Der zweite Fall für Inspector Lynley.

Akribische Recherche, präziser Spannungsaufbau und höchste psychologische Raffinesse zeichnen die Bücher der Amerikanerin Elizabeth George aus. Ihre Fälle sind stets detailgenaue Porträts unserer Zeit und Gesellschaft. Elizabeth George, die lange an der Universität »Creative Writing« lehrte, lebt heute in Seattle im Bundesstaat Washington, USA. Ihre Bücher sind allesamt internationale Bestseller, die sofort nach Erscheinen nicht nur die Spitzenplätze der deutschen Verkaufscharts erklimmen. Ihre Lynley-Havers-Romane wurden von der BBC verfilmt und auch im deutschen Fernsehen mit großem Erfolg ausgestrahlt.

1


Es war ein Fauxpas schlimmster Art. Er nieste der Frau mitten ins Gesicht, laut, naß, absolut unverzeihlich. Eine Dreiviertelstunde hatte er das Niesen zurückgehalten, dagegen gekämpft, als handle es sich um Henry Tudors Streitmacht bei der Schlacht von Bosworth. Bis er schließlich kapitulierte. Und nach vollbrachter Tat fing er zu allem Überfluß auch noch zu schniefen an.

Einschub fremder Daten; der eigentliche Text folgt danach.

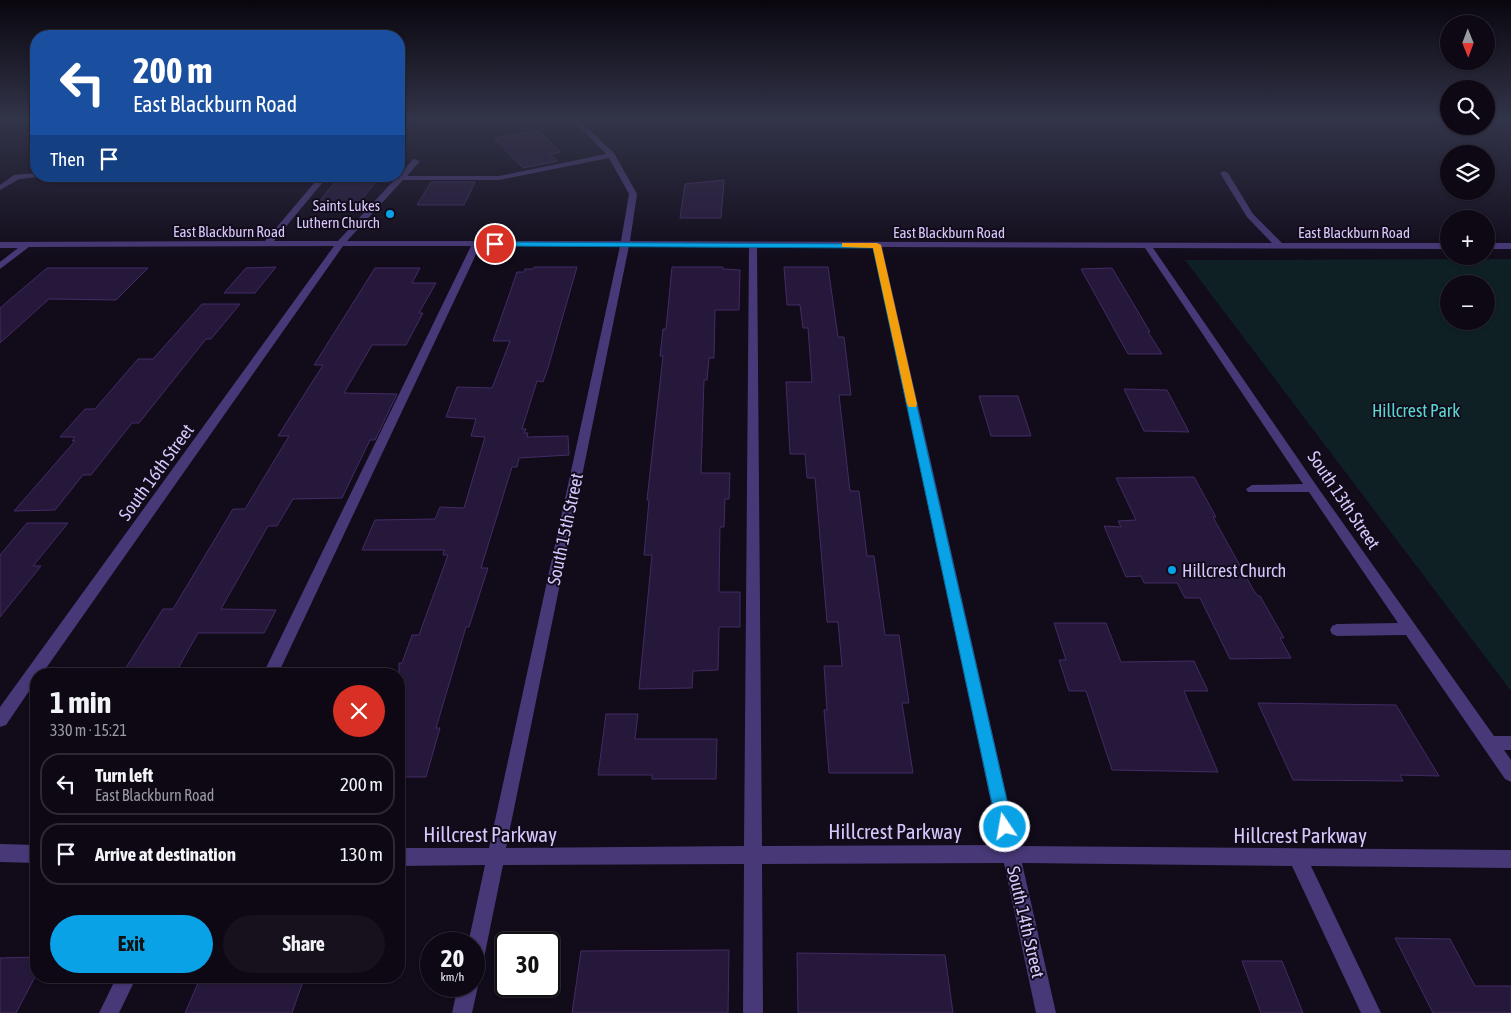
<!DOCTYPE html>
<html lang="en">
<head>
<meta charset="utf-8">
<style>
  :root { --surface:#0d0814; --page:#16111d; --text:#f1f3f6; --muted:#9a9aa0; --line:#2d2934; --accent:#0aa2e6 }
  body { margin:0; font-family:"Asap Condensed",sans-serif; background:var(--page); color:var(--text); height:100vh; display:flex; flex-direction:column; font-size:19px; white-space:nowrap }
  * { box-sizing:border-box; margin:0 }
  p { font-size:16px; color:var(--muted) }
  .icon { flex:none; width:28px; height:28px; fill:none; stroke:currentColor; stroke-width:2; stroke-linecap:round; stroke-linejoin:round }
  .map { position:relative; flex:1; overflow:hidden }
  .side { position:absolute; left:30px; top:668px; width:375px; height:315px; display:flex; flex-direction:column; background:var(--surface); border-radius:20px; box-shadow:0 1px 4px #0004,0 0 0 1px var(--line) }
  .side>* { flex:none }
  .banner { position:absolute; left:30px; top:30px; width:375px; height:152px; border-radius:20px; box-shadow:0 1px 4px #0004,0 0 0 1px var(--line); background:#1a4fa0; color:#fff; overflow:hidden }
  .needle { width:32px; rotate:179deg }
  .tools { position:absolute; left:1440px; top:15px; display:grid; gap:10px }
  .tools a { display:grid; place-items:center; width:55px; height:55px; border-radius:50%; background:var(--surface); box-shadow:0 1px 4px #0004,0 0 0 1px var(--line); font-size:25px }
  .speed { position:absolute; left:420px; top:932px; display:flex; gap:10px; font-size:25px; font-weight:700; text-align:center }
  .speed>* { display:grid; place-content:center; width:65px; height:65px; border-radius:50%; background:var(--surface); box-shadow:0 1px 4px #0004,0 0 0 1px var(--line); line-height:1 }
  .speed small { font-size:12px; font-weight:400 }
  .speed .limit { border:2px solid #111; border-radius:8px; background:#fff; color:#111 }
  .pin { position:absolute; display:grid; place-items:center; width:42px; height:42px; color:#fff; margin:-21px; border:2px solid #fff; border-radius:50%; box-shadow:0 1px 5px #0007 }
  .me { position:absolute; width:55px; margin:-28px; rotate:348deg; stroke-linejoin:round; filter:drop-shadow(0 0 4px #0008) }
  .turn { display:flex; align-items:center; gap:18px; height:105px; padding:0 20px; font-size:22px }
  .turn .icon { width:65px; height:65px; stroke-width:2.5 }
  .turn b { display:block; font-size:35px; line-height:42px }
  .then { display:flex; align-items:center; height:48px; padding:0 20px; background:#0003; gap:10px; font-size:19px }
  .round { display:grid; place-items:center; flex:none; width:52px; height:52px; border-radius:26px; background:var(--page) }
  .headline { display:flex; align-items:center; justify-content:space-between; height:85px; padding:0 20px }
  h1 { font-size:30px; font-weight:700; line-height:38px }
  .cta { display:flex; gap:10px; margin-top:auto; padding:10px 20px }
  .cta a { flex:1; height:58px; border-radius:30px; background:var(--accent); color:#111; font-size:20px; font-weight:700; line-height:58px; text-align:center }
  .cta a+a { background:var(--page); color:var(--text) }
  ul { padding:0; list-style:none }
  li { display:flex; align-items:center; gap:15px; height:62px; margin:0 10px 8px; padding:0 10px; border:2px solid var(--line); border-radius:20px }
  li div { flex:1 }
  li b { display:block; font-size:19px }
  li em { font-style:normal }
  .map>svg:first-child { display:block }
  .green { fill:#0f2024; fill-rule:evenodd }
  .building { fill:#26183a; stroke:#432b65 }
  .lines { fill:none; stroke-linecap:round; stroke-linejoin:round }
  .minor { fill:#483878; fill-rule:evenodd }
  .route { fill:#0aa2e6; stroke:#066996 }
  .slow { fill:#f59e0b }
  .poi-dot { fill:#0aa2e6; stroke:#110b1a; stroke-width:2 }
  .labels { text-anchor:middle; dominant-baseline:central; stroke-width:4; stroke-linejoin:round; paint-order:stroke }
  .far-poi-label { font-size:15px; fill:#d8c7fd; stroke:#110b1a; text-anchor:end }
  .far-street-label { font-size:15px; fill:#d8c7fd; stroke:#110b1a }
  .park-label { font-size:18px; fill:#58d8d2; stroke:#110b1a }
  .street-label { font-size:18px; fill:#d8c7fd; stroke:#110b1a }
  .poi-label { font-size:18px; fill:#d8c7fd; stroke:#110b1a; text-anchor:start }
  .near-street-label { font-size:21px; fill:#d8c7fd; stroke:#110b1a }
</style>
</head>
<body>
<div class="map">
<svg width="1511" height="1013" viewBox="0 0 1511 1013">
  <rect width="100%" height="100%" fill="#110b1a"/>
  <path class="green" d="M1511 259V691L1185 260ZM1449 284H1486V321H1449Z"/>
  <path class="building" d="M538 130 560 152 550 154 557 161 523 168 494 138Z
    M340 176H380L358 204 318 203Z
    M724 180 721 218H680L685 184Z
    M431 182H475L464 205H417Z
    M276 267 255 293H224L246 268Z
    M534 267H577L548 368 543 382 537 381 522 429H526L524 433H528L527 437 568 436 569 455 519 458 517 467H512L481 568H488L469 627H466L436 728H440L426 777H399V663H402L412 635H419L448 555H443L444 550H362L375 520 435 519 440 507 464 508 485 437 471 436 476 419 446 417 457 387 492 388 510 341H493L517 272H524L525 269H533Z
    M672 267H723V269L740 270 739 310H715L714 358H709L707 380H704L701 473H730L729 499H725L724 527H720L719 592H740V627H719L718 670 693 671 692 688 639 689 652 555H644L649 500H647L663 356H660L663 329H666Z
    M784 267H828L838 337H844L851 395H839L850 491H859L867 556H874L885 635H899L909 703H902L913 773H829L824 710H827L824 666H842L838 622H827L815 478H807L805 454H790L786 382H812L808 328H803L800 305H787Z
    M47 268H148L116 300 49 299 0 343V308Z
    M375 268H420L412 283H436L419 313H423L406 345H372L344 393 397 394 375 440H370L342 498 293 499 277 526H268L221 609 276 610 264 633H198L175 674H122L163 609H173L233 509H245L289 436H278L323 365H314Z
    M1112 268 1150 332H1148L1162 354H1128L1081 269Z
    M202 304H240L211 339H206L139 423H132L91 475H83L55 510 14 511 75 441H72L75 437H60L85 409H95L138 359H153Z
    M1124 389 1167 390 1189 432 1144 431Z
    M979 396H1018L1031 436H991Z
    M1194 477 1216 517H1213L1254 591 1258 596H1260L1284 638H1280L1291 658 1230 659 1200 598H1185L1177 583H1144L1141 576 1126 577 1104 526 1121 527 1118 521 1136 520 1116 478Z
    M27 523H68L33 566H41L0 617V555Z
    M1054 623H1106L1121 662 1194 661 1208 691H1184L1218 772 1112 770 1086 691H1069L1059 660H1066Z
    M1258 703 1396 705 1439 776 1400 775 1403 781 1293 780Z
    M606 714H638L635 739H717L716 779H652V775H598Z
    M1395 938 1450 939 1475 986H1511V1013H1433Z
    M729 950 728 1013H572L581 951Z
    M797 953 945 955 953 1013H798Z
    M36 957V975L16 1013H0V958Z
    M1242 961H1282L1303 1013H1261Z
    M201 976H305L292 1013H185Z"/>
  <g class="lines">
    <path class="minor" d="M575 118H581V122L614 153 637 194 630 241 1272 243 1247 217 1220 173 1224 171 1228 173 1253 214 1282 243H1449V249L1153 248 1316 485 1494 736H1511V750H1504L1511 760V782L1505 779 1406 635 1337 636 1332 634 1330 630 1332 626 1337 624 1398 623 1309 492H1248L1246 489 1252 485 1303 484 1145 248 882 247 1018 846 1511 850V868L1311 866 1381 1013H1361L1292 866 1022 863 1056 1013H1036L1004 863 762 864 763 1013H743L744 864 503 865 484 958 481 965 474 968V944H468L485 865 399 866V848H489L620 246H480L278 674H263L471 246H343L42 674H36V681L6 725 0 727V707L334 246 29 247 0 269V262L18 248H0V242L265 241 320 176H328L274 241H338L395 179V176H399L413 159 420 161 407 176H499L606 154 576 123ZM609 158 629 194 621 241H347L403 180H499ZM629 246H749L744 846 506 848ZM757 246 873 247 1000 845 762 846Z
      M36 173V176L39 177 19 179 0 190V185L14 175Z
      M1486 243H1511V249H1486Z
      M0 844 36 845V863L0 862Z
      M117 976H137L119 1013H99Z
      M474 979 478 986 472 1013H452L458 986H474Z"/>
  </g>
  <linearGradient id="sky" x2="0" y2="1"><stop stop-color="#09060e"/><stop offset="0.46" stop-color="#323449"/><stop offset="1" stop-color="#323449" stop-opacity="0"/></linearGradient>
  <rect width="1511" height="259" fill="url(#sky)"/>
  <path class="route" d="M493 242 880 244 1013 827 1010 833 1005 835 999 833 997 827 873 248 495 246 493 245Z"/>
  <path class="slow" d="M842 243H877L881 245 917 404 916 407H909L907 404 873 248 844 247H842Z"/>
  <g class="poi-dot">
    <circle cx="390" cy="214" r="5"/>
    <circle cx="1172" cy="570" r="5"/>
  </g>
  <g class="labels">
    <g class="far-poi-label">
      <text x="380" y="205">Saints Lukes<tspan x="380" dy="17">Luthern Church</tspan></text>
    </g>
    <g class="far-street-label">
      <text x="229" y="231">East Blackburn Road</text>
      <text x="949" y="232">East Blackburn Road</text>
      <text x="1354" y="232">East Blackburn Road</text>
    </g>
    <g class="park-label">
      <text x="1416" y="410">Hillcrest Park</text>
    </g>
    <g class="street-label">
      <text transform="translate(156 472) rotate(-54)">South 16th Street</text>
      <text transform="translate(1344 500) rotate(56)">South 13th Street</text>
      <text transform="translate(565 529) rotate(-78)">South 15th Street</text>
      <text transform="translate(1026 922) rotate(77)">South 14th Street</text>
    </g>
    <g class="poi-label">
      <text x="1182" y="570">Hillcrest Church</text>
    </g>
    <g class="near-street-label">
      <text x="895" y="831">Hillcrest Parkway</text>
      <text x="490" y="834">Hillcrest Parkway</text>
      <text x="1300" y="835">Hillcrest Parkway</text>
    </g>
  </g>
</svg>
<div class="tools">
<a><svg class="needle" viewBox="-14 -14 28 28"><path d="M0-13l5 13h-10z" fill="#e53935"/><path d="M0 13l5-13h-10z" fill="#9a9aa0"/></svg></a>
<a><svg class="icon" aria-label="search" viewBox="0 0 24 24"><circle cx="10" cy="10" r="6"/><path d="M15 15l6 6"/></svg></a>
<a><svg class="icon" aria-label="layers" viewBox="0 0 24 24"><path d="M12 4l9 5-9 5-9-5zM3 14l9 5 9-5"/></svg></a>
<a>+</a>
<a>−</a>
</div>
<div class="speed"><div>20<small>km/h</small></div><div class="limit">30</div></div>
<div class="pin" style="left:495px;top:244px;background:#d93025"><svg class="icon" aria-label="arrive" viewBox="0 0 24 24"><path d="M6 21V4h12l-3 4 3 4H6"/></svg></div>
<svg class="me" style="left:1005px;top:827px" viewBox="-20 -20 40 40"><circle r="17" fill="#0aa2e6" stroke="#fff" stroke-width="3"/><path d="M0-11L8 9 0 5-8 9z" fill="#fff"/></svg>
<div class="banner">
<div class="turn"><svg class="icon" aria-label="left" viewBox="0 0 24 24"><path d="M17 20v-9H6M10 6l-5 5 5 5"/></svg><div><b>200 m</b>East Blackburn Road</div></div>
<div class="then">Then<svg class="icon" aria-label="arrive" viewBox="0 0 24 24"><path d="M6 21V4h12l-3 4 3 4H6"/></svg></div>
</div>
<section class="side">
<div class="headline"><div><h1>1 min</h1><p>330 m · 15:21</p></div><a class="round" style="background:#d93025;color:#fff"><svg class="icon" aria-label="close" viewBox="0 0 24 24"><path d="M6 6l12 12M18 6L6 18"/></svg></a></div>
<ul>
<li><svg class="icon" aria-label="left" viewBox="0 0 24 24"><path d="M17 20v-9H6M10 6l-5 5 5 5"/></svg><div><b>Turn left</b><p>East Blackburn Road</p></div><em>200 m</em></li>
<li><svg class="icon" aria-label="arrive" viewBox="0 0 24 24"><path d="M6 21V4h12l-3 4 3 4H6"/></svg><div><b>Arrive at destination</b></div><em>130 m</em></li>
</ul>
<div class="cta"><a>Exit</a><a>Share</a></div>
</section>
</div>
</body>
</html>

Die Frau fixierte ihn. Sie war genau der Typ, in dessen Anwesenheit er unweigerlich zum stammelnden Idioten wurde, mindestens einen Meter achtzig groß, mit jener modischen Unbekümmertheit gekleidet, die für die britische upper class bezeichnend ist, alterslos und zeitlos. Sie fixierte ihn mit stahlblauem Blick, unter dem sich vor vierzig Jahren gewiß manches Zimmermädchen in Tränen aufgelöst hatte. Sie mußte weit über sechzig, vielleicht schon fast achtzig sein, aber es war schwer zu sagen. Sie saß kerzengerade, die Hände im Schoß gefaltet, mit der vorschriftsmäßigen Haltung der höheren Tochter, die sich nicht die kleinste der Bequemlichkeit förderliche Regung gestattet.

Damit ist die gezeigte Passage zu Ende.